Lehrer/innen und Schüler/innen baden seit vielen Jahren die Folgen der restriktiven Bildungspolitik aus. Zeitgleich mit dem Beginn der österreichischen EU-Ambitionen wurden Schulreformen nur mehr kostenneutral durchgeführt, unter lieblichen Worten von der „Entlastung der Schüler/innen“ wurden seit den 90er Jahren Stunden in beinahe allen Fächern gestrichen, das Angebot an kostenlosen Unverbindlichen Übungen und Freifächern wurde eingeschränkt und die Klassen wurden – wo möglich – durch Zusammenlegungen praktisch wieder mit 30 Schüler/innen und mehr geführt. Für die Lehrer/innen bedeuteten bereits diese Maßnahmen, mehr und größere Klassen zu unterrichten.
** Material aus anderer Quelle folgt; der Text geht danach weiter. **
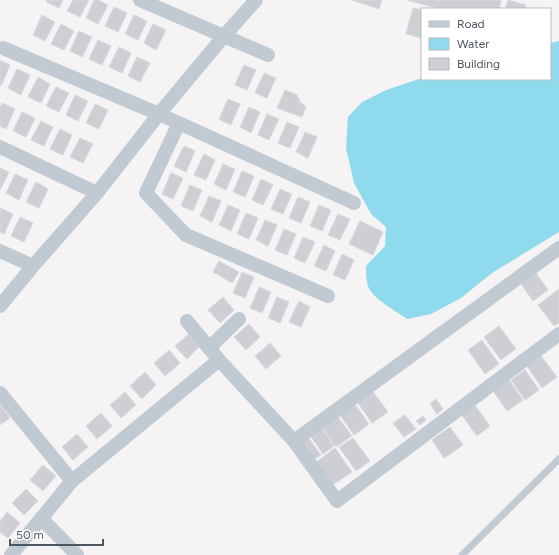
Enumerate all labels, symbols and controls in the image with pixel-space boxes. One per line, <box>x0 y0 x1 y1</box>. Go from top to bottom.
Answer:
legend <box>421 8 551 80</box>
text: Road <box>457 17 485 31</box>
text: Water <box>457 37 489 51</box>
text: Building <box>457 57 500 71</box>
scale bar <box>10 521 103 547</box>
text: 50 m <box>16 528 44 542</box>

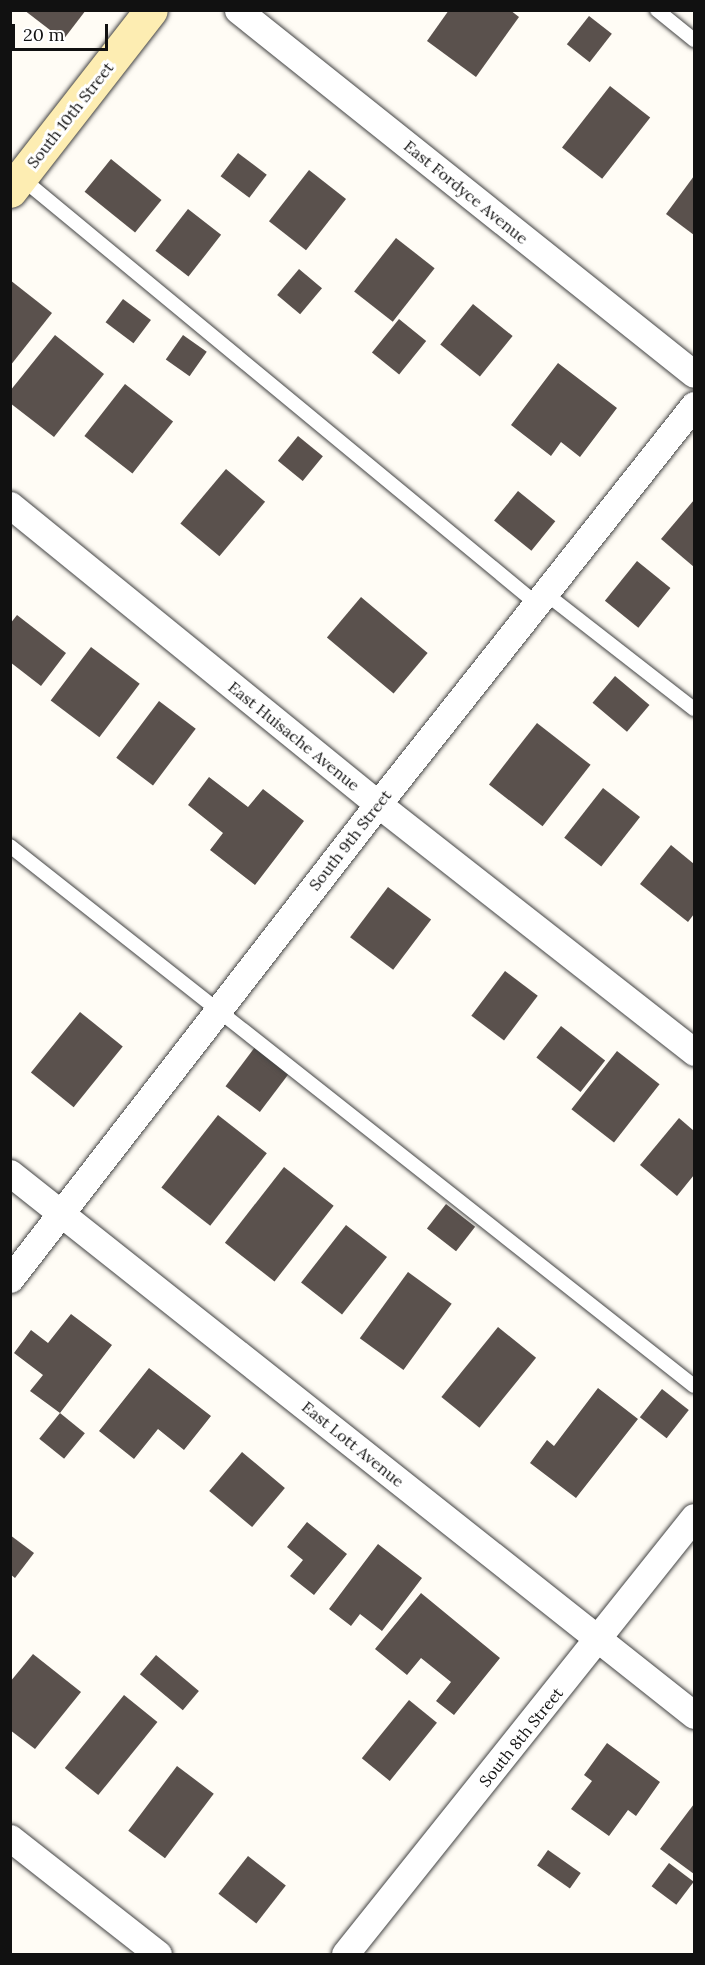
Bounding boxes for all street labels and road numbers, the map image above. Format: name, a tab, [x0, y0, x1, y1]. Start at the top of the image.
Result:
street label: South 10th Street	[23, 58, 117, 172]
street label: East Fordyce Avenue	[400, 136, 532, 248]
street label: East Huisache Avenue	[225, 677, 363, 795]
street label: South 9th Street	[305, 786, 395, 894]
street label: East Lott Avenue	[298, 1397, 408, 1491]
street label: South 8th Street	[475, 1683, 567, 1791]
Der jetzige Übergriff auf die Arbeitszeit der Lehrer/innen entspricht der typischen EU-konformen Taktik, „Angleichungen" zuungunsten der Arbeitnehmer/innen durchzuführen. Angesichts dieser Attacke kann es nicht unser Anliegen sein, einen ganzen Berufsstand unter Rechtfertigungszwang zu setzen. Die Anmaßungen und die Arroganz der Ministerin, geil auf Rankings und Elitenprofilierung (zum Geist hinter den berühmt-berüchtigten PISA-Tests → Strebermann, geh du voran), sprechen von grundlegenden Defiziten in der Beurteilung der Leistung der Lehrer/innen. In Wirklichkeit startet sie einen Angriff auf die Arbeitszeitregelungen aller Lohnabhängigen, beginnend bei einer Berufsgruppe, die man immer wieder dem medialen Beschuss aussetzt, in dem man mit medial geübten Auslesespielen Stimmung macht, um dann zynisch „Volksentscheide" zu provozieren.
Ohne Verhandlungen mit gewerkschaftlichen Interessensvertretern werden in autoritärer Regierungsmanier Probeläufe für eine weitere Entrechtung der arbeitenden Menschen inszeniert, während der „Wirtschaft" (dem Finanzkapital, den Banken und Großunternehmern und deren Management ) Milliarden zugeschoben werden. Statt eines unterstützenden Sozialpaketes werden „Konjunkturpakete" geschnürt, die den Verursachern der Krise zugute kommen. Eine „sozialdemokratische" Ministerin übernimmt dabei – hochgelobt, weil sie ja aus der „Wirtschaft" kommt – die Drecksarbeit mit neoliberaler Zielsetzung. Ihre Vorgängerin war in ihrer konservativen rigiden Art von den Betroffenen leichter zu durchschauen.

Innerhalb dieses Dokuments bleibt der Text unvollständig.